The 1938 Federal Food, Drug, and Cosmetic Act contains a section highlighting that a confectionery product with a non-nutritive object, partially or totally imbedded within it, cannot be sold within the United States, unless the FDA issues a regulation that the non-nutritive object has functional value. Essentially, the 1938 Act bans “the sale of any candy that has imbedded in it a toy or trinket.”
In 2012 the FDA re-issued their import alert stating “The imbedded non-nutritive objects in these confectionery products may pose a public health risk as the consumer may unknowingly choke on the object.”
In 1997, the staff of the CPSC, the Consumer Product Safety Commission, examined and issued a recall for some Kinder Surprise illegally brought into the US with foreign labels. The staff determined that the toys within the eggs had small parts. The staff presumed that Kinder Surprise, being a chocolate product, was intended for children of all ages, including those under three years of age. On this basis, the staff took the position that Kinder Surprise was in violation of the small parts regulation and banned from importation into the US.

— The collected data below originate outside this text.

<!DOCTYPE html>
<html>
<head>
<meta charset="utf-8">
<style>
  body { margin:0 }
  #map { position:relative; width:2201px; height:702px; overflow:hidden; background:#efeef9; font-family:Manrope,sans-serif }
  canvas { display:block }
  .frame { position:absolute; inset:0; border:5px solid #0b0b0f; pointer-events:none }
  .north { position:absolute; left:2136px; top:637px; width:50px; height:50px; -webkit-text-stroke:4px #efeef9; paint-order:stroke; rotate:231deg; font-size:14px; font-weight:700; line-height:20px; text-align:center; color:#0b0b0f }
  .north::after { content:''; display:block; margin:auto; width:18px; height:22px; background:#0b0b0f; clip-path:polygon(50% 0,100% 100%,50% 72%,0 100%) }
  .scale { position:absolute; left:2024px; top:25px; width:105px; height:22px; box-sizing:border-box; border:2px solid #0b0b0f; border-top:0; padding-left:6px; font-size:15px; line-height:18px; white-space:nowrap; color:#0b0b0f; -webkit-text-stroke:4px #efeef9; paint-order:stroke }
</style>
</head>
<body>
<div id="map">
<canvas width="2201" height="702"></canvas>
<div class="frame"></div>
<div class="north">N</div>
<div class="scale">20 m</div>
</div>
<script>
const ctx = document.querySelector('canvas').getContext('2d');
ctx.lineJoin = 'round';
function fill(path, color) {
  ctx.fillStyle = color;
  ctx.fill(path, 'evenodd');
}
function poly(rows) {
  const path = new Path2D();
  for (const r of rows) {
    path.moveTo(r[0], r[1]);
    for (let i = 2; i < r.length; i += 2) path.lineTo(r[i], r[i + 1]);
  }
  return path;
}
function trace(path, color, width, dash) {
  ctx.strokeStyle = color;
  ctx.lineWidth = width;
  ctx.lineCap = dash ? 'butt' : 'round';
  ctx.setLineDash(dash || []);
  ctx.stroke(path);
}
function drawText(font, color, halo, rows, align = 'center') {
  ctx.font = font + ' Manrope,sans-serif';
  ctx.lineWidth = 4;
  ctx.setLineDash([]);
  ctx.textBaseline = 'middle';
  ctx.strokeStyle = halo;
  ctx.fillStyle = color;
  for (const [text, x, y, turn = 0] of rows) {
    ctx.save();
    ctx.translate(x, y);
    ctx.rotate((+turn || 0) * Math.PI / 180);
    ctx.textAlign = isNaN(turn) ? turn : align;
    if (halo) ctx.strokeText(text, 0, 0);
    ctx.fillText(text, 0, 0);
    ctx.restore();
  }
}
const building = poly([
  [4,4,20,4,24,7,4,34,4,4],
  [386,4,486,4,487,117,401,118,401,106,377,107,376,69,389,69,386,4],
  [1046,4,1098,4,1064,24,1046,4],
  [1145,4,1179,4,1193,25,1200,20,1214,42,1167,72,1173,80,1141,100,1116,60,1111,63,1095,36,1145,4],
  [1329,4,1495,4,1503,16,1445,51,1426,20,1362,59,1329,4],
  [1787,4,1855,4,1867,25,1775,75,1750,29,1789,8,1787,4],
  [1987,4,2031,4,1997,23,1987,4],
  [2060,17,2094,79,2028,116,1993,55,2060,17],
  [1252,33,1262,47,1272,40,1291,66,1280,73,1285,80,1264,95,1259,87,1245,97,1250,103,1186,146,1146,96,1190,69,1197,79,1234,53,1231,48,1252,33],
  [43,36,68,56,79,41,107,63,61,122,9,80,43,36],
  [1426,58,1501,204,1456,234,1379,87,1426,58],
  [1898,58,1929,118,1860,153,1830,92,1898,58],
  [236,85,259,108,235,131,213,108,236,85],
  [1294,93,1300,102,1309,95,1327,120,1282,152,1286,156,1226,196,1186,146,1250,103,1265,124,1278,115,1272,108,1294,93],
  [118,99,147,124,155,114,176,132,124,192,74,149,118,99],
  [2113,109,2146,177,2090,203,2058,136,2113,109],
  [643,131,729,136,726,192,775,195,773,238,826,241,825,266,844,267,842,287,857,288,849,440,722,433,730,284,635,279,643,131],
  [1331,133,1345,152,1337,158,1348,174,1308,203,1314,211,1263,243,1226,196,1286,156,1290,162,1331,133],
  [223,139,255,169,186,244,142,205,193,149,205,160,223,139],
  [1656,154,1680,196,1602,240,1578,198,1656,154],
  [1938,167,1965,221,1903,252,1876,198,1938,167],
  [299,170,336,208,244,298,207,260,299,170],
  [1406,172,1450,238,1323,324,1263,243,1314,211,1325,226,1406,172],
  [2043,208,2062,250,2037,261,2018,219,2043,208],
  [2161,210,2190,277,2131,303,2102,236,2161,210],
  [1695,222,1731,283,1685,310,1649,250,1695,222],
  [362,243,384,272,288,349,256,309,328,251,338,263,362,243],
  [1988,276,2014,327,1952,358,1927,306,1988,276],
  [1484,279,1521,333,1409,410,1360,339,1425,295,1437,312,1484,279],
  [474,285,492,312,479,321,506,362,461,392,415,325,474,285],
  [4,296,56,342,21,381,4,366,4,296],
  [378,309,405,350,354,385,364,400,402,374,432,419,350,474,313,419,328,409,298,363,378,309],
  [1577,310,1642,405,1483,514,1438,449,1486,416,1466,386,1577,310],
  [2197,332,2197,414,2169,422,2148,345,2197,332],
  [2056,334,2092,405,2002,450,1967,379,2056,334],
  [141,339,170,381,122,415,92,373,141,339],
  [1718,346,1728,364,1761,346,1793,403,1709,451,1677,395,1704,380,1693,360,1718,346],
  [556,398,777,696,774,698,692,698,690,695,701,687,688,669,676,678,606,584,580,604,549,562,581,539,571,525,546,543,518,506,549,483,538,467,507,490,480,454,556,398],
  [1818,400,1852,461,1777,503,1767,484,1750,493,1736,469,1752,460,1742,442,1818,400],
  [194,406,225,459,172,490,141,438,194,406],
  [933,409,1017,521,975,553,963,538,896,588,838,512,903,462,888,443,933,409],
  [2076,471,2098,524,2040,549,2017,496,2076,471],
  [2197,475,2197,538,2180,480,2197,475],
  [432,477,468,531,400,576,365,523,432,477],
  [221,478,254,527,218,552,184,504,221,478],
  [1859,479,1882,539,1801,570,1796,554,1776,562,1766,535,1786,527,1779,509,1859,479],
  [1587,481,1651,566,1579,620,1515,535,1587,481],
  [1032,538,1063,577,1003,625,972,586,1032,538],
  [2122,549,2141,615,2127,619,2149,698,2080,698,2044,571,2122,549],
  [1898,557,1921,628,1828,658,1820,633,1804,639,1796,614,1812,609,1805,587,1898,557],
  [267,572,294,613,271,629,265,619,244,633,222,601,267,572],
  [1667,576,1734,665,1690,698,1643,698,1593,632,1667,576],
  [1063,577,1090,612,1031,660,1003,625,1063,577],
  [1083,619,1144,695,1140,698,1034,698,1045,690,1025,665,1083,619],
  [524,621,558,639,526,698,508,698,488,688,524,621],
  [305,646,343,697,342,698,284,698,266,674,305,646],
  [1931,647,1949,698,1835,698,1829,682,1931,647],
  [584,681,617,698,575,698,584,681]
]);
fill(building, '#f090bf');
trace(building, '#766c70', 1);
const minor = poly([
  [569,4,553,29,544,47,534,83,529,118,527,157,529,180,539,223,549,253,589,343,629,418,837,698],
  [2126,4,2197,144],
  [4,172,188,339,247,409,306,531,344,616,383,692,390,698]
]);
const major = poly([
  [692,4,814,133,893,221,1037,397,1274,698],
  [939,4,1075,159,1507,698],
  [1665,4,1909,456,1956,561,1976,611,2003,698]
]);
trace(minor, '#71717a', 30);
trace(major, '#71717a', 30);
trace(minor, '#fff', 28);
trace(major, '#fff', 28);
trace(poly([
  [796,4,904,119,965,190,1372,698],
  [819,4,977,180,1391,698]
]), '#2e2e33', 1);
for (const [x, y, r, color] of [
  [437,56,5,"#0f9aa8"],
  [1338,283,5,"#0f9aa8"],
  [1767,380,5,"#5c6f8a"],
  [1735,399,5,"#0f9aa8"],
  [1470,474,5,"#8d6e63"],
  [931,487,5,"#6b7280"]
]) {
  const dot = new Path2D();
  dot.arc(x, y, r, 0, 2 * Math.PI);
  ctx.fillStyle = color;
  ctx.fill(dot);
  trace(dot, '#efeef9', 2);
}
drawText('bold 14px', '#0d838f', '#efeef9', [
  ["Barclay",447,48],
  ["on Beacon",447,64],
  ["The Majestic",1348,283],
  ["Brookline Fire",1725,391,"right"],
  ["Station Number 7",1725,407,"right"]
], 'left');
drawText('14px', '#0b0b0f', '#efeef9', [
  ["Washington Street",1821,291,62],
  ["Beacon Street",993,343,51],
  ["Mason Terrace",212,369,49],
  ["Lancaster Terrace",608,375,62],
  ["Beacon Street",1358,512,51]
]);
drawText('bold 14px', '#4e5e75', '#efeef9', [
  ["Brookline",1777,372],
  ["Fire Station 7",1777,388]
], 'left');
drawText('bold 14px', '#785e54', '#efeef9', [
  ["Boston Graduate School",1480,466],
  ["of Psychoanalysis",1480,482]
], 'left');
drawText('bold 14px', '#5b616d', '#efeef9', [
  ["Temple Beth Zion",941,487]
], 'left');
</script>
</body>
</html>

Kinder Surprise bears warnings advising the consumer that the toy is “not suitable for children under three years, due to the presence of small parts” and that “adult supervision is recommended.”
In June 2012 the potential fine per egg was quoted as US$2,500. The rationale against a ban of the product also takes the form that deaths have been too few for it to be considered a serious danger. Additionally, the argument is made that there should be a consistent standard in place, as several worse dangers are not regulated.
On December 26, 2012, a petition was created on the White House website through the “We The People” campaign to end the ban on the import and sale of Kinder Surprise Eggs in the United States. However the petition failed to meet the required number of signatures by January 26, 2013 and was therefore declined.